March 2010 Newsletter

Vacation was great! Totally relaxing! All we do is sit in the sun, read books and watch whales.
Editor’s note: (Some of us take lots of naps.)

Caroline picked up her restored ’62 Coupe and was quite pleased with our work. This started out as a repair on the door and fix the hood kink but evolved to a complete restoration. The previous color was a mottled metallic green and we went with the period color Ivory. With the restoration Caroline’s 356 probably doubled in value.

The Wyoming Speedster went to the mechanic just before vacation but little was done. Since then they have made great progress and it should be ready for final assembly and delivery. The customer decision on Ivory with a Tan interior and Tan top was an excellent choice. This is a sharp looking Speedster.

So, I’ve been working on the Shop ’54 Coupe and BJ on the Shop ’64 Heron Gray ’64 Coupe. We just about finished the metal work on the other Shop ’64 Coupe but are holding it to finish the three Shop 356s which are painted and need reassembly.

We started to install the wool headliner in the Shop ’54 Coupe and realized it was over our skill level. The upholsterer we use was able to come to our shop and do an excellent job. There was a delay as the headliner was not made to match the notches in the chassis that hold the headliner metal stays. We had to make new notches for the headliner to fit. The wool headliner sure looks good compared to the later vinyl headliners. Wish they hadn’t changed.

We also had problems with the rear interior panel. We ordered a new panel from the premier 356 upholstery supplier and the studs that secure the panel to the fire wall didn’t line up with the holes in the firewall. We made a paper pattern of the ’54’s firewall and sent it and the bad panel back to the supplier.

Speaking of headliners, we had not removed the headliner in the Shop ’64 Heron Grey Coupe. It was in good shape, just needed cleaning. The painter did a good job of protecting it from over- spray. But the other day we looked at it and found six small holes. They do not seem to be from cuts but as if some insect had eaten the material i.e. similar to damage you would see on vegetation. Anyone know what vermin eats vinyl? Oh well, we have done lots of vinyl headliner installation. It involved trimming and glue.

Tech Tips
Some glue tips not covered in our 356 restoration book: use Weldwood Contact Cement in quart cans. There is also a gel formulation but it is too thick for headliners and carpet. Also use quarts rather than a gallon as the gallon can go bad if not used in a while. (Plus, have you ever kicked over a gallon can of glue in a 356?)
You use small flux brushes or one to two inch brushes to apply the contact cement. They are cheap enough to be disposable, but if you scrape them clean they harden but can be reusable when softened by the glue.
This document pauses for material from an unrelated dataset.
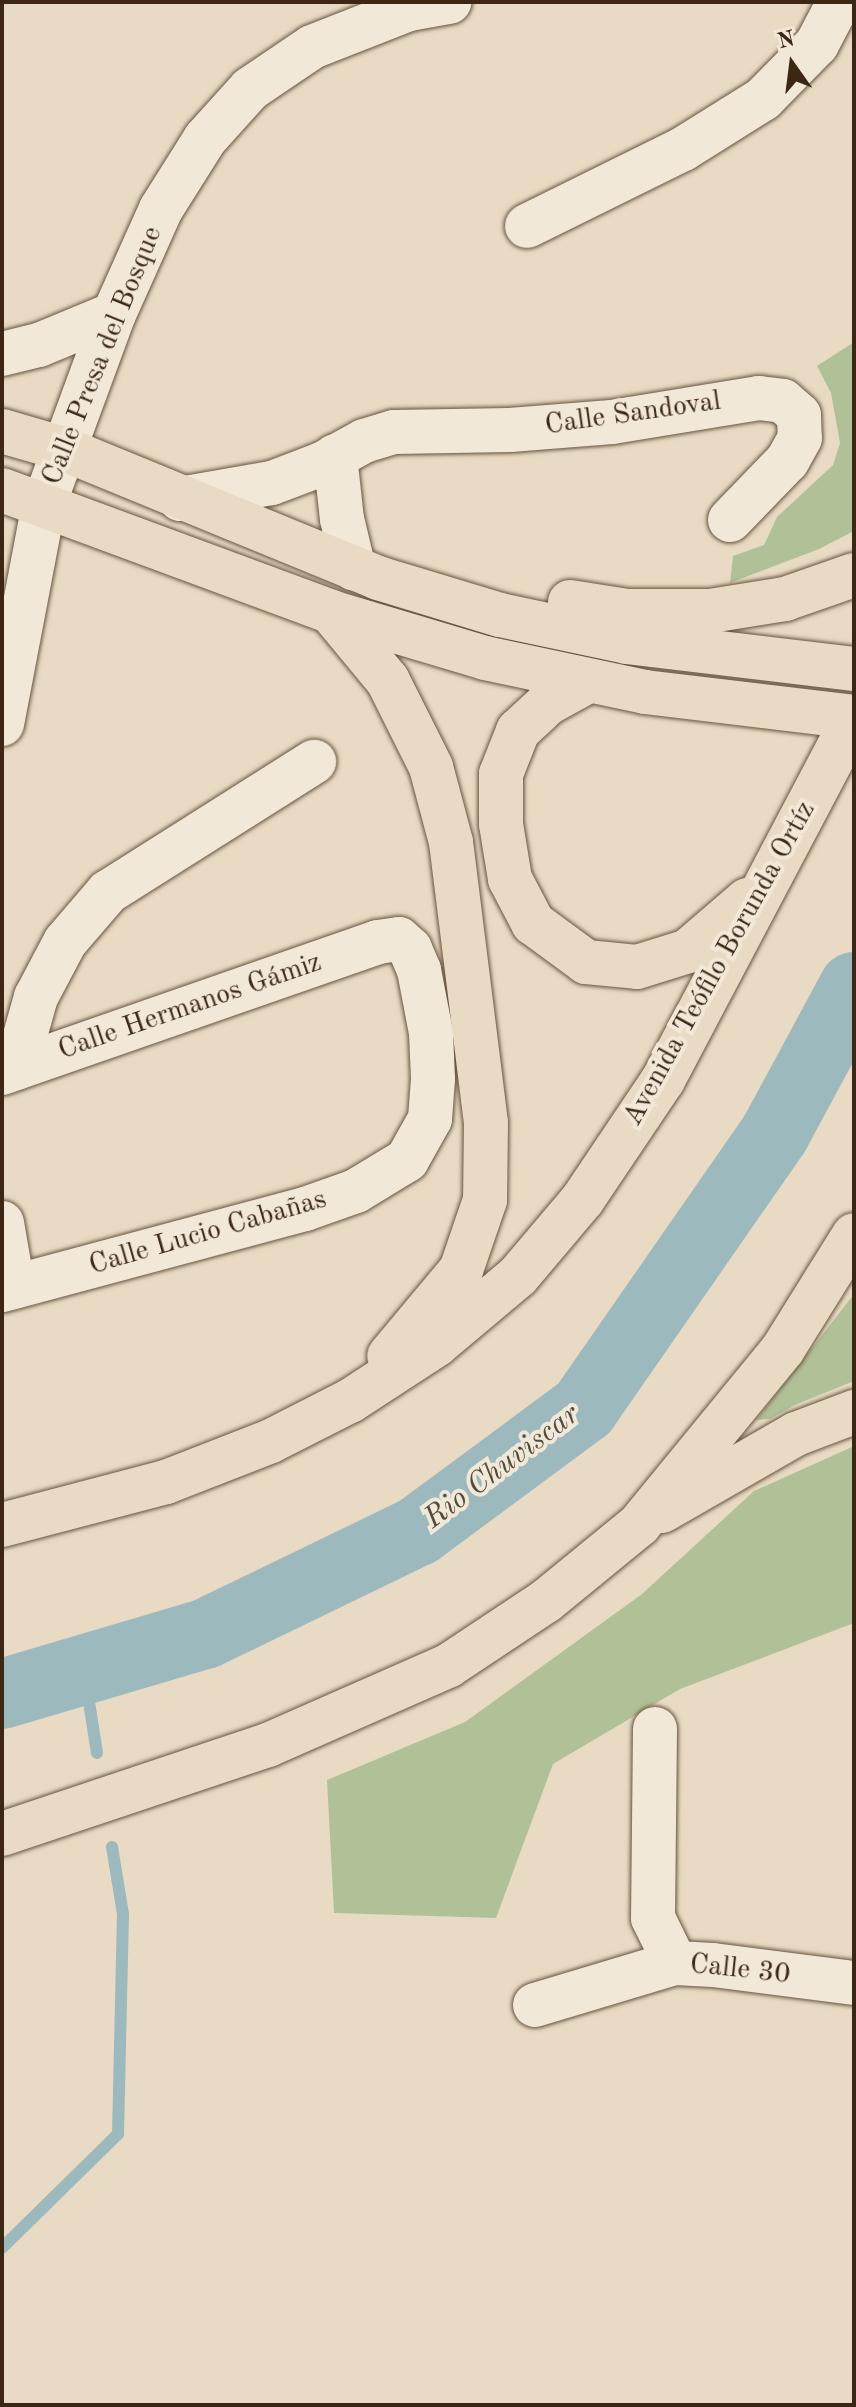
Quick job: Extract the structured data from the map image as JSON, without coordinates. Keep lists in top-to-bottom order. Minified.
{"streets":{"main road":["Avenida Teófilo Borunda Ortíz"],"street":["Calle Presa del Bosque","Calle Sandoval","Calle Hermanos Gámiz","Calle Lucio Cabañas","Calle 30"]},"crossings":[["Calle Hermanos Gámiz","Calle Lucio Cabañas"]],"water":["Rio Chuviscar"],"north":"top"}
Follow the directions on the can. Apply the glue to both pieces to be glued and wait 12-15 minutes before fitting together. While contact cement is a one shot deal on things like counter tops, you can peal headliner and carpet pieces apart to refit them. You can also do two applications of contact cement on hard to stick areas.

When we wrote the first edition of our 356 Restoration book, we sent a draft out for review. One reviewer said when installing carpet use hot water in a spray bottle to soften the carpet for difficult curves and dips. This works well and you can apply the contact cement to wet carpet once you’ve got the carpet to fit. For pieces like tunnel covers, we just put the carpet piece under the hot water faucet then glue and clamp. The next day it is dry and secure.

356 Restoration Book
Speaking of the book, we have received over two dozen phone calls thanking us for writing the book and informing us it is being used for it’s intended purpose~ Do-It-Yourself 356 restoration. We took a chance writing the book as there are many 356 “experts” who do not hesitate to be critical. We have not received one negative comment on the book. We have even been told the book has been given to restoration shops to follow the techniques described.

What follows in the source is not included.